When several months later, Alek Minassian drove a van into a busy square in Toronto, killing 10 and injuring 16 in an “incel rebellion,” there was more discussion about the violent ways men act on socially reinforced feelings of entitlement to sex.
April 11, 2018 — President Donald Trump signs anti-trafficking legislation with devastating effects for sex workers
In April 2018, President Donald Trump signed FOSTA/SESTA, federal anti-sex trafficking legislation that made it easier for the government to police social media platforms. Most notably, the legislation—which was supported almost unanimously by members of Congress in both parties—shuttered Backpage, a website sex workers used to do their jobs more safely. In its absence, many sex workers have had to go back to street-based work, or return to clients who have abused them to make ends meet.
Sex workers quickly mobilized and built an even broader coalition of support for the decriminalization of their work, which now includes a number of politicians at the state and federal level. The decriminalization of sex work has also became a subject of debate for 2020 Democratic candidates, some of whom say they’re “open” to or would “consider” the idea. On the heels of #MeToo, the idea that women were the authority of their own experiences was ascendent, and Trump’s election had led to a resurgence of the labor movement. “[Decriminalization] fit in with these broader trends,” said Hallie Lieberman, a sex historian and journalist who writes about sex work. “People began to say, this is more about labor—people are making choices to do certain jobs, and jobs aren’t inherently bad just because they have sex involved in them.”

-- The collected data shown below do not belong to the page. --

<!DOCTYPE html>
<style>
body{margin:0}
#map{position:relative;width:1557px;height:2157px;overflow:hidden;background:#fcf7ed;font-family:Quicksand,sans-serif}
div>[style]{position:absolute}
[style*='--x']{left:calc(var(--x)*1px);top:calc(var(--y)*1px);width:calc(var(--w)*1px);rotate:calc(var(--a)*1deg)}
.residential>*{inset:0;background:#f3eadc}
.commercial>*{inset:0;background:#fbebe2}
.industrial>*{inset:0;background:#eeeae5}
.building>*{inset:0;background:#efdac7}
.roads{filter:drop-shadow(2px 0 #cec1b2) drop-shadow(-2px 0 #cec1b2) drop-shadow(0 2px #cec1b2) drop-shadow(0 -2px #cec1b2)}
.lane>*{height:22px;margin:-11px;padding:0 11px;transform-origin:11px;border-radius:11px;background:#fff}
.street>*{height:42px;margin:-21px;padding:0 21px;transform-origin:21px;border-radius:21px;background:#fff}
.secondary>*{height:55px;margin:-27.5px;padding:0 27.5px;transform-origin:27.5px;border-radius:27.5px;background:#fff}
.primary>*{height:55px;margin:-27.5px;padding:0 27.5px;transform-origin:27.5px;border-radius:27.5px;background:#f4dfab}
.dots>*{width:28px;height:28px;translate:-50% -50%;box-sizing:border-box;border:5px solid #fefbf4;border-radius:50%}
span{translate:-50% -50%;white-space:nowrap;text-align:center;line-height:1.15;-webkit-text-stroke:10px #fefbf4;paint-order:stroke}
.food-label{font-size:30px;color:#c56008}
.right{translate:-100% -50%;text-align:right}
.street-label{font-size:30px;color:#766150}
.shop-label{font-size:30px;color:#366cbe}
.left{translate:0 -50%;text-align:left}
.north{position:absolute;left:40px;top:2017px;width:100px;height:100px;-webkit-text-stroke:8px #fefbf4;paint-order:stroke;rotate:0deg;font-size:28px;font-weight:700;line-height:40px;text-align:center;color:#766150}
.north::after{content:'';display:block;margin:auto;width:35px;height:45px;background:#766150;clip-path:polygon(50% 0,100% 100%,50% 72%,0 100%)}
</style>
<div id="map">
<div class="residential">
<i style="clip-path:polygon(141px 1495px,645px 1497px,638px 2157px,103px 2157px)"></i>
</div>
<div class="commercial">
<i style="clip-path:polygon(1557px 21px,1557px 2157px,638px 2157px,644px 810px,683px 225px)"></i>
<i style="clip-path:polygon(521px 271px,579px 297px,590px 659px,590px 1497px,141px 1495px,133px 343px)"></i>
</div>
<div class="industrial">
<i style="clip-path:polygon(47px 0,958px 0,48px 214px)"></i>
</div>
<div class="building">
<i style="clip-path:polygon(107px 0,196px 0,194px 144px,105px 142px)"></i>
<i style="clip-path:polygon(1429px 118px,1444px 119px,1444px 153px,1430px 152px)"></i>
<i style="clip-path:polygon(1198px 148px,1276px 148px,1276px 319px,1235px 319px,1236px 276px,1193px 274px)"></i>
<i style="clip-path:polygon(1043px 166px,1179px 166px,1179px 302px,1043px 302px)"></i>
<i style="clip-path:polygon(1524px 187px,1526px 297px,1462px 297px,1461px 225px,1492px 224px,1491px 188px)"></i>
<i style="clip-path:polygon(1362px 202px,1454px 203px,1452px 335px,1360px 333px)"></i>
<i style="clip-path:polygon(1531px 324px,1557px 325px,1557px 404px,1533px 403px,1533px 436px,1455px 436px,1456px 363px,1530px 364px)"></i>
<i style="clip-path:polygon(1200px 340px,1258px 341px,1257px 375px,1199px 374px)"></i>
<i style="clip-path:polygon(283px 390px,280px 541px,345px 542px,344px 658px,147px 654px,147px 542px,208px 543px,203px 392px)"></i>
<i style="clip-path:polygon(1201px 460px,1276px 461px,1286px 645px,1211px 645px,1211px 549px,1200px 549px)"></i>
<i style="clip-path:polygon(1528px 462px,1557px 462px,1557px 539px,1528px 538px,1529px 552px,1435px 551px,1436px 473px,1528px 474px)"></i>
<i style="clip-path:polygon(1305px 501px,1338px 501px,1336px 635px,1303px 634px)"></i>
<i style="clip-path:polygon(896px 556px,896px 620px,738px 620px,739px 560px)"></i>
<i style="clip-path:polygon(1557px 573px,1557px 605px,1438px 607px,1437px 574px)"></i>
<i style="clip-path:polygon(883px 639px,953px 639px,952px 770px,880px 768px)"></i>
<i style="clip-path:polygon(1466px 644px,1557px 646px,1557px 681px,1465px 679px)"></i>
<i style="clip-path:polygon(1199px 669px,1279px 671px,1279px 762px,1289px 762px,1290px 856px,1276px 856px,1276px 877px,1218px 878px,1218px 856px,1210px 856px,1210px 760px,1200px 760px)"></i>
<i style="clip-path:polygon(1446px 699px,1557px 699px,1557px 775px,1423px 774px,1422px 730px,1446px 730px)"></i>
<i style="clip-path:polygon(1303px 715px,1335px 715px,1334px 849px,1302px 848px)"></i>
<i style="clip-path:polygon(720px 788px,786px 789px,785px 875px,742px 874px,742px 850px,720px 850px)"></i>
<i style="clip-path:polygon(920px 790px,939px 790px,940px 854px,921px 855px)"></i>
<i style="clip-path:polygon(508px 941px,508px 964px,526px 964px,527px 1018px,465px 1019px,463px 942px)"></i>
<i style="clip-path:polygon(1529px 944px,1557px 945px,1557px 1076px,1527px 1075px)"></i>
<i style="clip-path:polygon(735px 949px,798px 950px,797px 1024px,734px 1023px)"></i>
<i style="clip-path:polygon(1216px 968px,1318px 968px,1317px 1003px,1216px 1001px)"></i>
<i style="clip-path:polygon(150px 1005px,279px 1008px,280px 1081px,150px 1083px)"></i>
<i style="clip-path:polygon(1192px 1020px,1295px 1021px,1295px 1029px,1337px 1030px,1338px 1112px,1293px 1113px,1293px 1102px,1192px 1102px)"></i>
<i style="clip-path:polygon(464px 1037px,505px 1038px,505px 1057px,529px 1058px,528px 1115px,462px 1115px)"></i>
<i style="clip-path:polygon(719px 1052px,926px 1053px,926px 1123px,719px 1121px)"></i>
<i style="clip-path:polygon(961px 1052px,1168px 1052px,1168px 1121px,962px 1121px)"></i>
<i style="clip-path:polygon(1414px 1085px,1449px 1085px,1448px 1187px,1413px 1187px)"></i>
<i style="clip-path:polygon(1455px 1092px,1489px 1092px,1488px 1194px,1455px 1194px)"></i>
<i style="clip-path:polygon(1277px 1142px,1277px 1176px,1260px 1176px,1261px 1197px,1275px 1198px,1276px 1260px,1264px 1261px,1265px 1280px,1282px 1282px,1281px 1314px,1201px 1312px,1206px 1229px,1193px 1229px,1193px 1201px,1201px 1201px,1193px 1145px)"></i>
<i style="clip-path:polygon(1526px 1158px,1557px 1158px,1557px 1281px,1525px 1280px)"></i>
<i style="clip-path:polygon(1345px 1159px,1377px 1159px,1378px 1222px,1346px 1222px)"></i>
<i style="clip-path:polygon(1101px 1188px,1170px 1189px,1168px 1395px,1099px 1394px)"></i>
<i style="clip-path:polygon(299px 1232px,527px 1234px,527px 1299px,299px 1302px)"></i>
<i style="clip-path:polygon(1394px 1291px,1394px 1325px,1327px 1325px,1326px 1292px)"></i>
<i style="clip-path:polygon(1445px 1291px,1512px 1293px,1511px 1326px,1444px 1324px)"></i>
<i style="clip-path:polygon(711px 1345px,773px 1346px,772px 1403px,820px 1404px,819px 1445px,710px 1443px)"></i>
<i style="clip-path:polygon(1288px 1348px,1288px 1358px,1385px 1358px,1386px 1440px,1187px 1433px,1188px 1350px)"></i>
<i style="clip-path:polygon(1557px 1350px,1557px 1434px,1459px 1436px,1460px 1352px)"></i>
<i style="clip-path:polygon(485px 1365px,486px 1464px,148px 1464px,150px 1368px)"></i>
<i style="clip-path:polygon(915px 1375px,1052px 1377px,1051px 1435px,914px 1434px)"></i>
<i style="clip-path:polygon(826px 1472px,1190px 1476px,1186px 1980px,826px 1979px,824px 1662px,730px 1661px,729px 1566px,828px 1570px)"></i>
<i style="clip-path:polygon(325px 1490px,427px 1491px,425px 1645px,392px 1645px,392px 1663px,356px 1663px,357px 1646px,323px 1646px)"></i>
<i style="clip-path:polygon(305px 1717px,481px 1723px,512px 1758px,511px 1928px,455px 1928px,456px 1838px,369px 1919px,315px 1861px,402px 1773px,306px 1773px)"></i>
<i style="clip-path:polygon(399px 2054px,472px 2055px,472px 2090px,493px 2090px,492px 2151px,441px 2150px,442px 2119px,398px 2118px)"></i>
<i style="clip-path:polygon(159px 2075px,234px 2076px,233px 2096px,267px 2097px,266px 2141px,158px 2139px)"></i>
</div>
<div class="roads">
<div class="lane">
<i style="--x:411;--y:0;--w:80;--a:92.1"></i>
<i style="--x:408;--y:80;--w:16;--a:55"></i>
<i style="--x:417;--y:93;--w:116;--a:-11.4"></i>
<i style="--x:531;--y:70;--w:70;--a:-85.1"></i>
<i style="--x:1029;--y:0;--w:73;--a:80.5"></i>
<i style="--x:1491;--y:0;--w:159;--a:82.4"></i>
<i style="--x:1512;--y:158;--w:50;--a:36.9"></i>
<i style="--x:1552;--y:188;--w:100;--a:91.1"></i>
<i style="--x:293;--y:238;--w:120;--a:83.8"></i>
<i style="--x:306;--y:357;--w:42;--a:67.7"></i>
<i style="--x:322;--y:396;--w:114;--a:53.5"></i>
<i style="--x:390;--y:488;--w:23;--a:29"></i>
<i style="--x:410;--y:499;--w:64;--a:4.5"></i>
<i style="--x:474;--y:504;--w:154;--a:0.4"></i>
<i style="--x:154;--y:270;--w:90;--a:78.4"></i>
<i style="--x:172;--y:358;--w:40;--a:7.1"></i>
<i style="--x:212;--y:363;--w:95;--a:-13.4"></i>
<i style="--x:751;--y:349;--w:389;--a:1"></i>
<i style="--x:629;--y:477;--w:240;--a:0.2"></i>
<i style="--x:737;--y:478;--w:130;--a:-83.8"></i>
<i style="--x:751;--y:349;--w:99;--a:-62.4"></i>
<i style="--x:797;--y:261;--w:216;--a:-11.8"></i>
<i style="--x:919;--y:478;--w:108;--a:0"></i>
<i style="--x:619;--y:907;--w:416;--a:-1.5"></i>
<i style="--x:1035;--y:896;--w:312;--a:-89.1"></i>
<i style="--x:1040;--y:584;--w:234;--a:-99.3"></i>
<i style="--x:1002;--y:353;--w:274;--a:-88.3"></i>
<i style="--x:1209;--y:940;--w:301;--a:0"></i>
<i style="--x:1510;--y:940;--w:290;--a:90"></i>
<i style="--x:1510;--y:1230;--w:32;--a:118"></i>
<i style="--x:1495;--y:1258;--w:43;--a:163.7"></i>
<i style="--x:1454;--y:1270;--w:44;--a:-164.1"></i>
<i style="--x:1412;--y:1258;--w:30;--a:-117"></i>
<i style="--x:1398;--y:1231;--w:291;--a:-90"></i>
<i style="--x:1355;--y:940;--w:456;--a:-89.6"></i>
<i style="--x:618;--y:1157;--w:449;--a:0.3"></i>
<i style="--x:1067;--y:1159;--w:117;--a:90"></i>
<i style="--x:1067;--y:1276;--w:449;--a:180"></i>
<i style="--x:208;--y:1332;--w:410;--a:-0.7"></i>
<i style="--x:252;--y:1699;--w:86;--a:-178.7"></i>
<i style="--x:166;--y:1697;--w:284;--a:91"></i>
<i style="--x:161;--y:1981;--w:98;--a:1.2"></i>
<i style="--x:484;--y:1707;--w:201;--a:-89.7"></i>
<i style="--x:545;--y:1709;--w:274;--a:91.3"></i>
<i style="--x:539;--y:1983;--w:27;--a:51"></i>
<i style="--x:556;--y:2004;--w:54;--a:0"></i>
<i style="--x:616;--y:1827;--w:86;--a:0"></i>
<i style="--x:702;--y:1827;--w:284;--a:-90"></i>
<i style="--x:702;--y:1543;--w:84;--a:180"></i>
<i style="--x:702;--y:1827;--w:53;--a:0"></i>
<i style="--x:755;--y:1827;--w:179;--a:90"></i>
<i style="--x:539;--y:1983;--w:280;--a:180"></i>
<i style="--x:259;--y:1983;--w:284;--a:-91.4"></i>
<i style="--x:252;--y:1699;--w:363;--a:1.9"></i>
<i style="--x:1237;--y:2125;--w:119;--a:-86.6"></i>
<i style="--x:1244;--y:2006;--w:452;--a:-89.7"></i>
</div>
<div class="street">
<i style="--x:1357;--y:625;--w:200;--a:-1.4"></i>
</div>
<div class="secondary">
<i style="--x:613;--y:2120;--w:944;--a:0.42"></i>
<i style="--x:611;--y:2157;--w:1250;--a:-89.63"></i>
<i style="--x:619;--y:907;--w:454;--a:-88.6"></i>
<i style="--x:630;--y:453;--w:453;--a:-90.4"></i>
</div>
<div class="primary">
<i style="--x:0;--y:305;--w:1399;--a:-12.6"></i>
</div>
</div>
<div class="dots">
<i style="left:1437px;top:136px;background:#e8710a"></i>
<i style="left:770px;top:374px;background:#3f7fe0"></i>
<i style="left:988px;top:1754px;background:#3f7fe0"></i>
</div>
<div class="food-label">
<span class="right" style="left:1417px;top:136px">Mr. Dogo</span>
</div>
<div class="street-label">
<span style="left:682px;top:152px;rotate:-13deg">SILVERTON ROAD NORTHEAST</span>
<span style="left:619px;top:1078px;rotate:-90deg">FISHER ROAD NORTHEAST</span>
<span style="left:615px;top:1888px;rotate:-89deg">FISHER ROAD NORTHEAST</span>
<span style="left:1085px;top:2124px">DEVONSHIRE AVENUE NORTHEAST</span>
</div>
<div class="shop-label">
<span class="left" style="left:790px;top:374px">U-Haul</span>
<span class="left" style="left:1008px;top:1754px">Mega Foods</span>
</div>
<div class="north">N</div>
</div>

December 1, 2018 — The Atlantic’s cover story “Why Are Young People Having So Little Sex?” sparks debate about a so-called sex recession
A more conservative faction of #MeToo critics worried that the movement had stirred up a sexual panic: In the workplace men were now supposedly afraid of having one-on-one meetings with their women colleagues. Outside of work, they might be hesitant to flirt with or even just approach a woman, let alone initiate a sexual encounter. Atlantic senior editor Kate Julian seemed to contribute to that narrative when she penned the magazine’s December cover story: “Why Are Young People Having So Little Sex?” Julian covers a range of reasons why fewer young people are having sex, but includes among them the lessons of the #MeToo movement.
Most agreed these reports were overblown, yet there may be a more nuanced sense in which she was right: When writer Lyz Lenz’s divorce coincided with #MeToo and Justice Brett Kavanaugh’s confirmation hearings, she wondered how she could reconcile wanting to “fall in love with men, while also wanting them to “leave [her] the hell alone.”
Post-#MeToo feminist discourse notably included a resurgence of what critic Lauren Oyler called “campy misandry” in her review of the 2019 book How to Date Men When You Hate Men, and what scholar Indiana Seresin termed “heteropessism” in her seminal essay. In short, these terms described the jokey fatalism with which straight women began to apply to the idea of having sex with men.
If there is a “sex recession,” as Julian proposes, some say it may be because people are being more thoughtful about the sex they have: “Maybe one of the reasons younger people are having less sex is because they feel empowered to say no to sex they don’t want,” Willis Aronowitz said. “I think that’s nothing but positive.”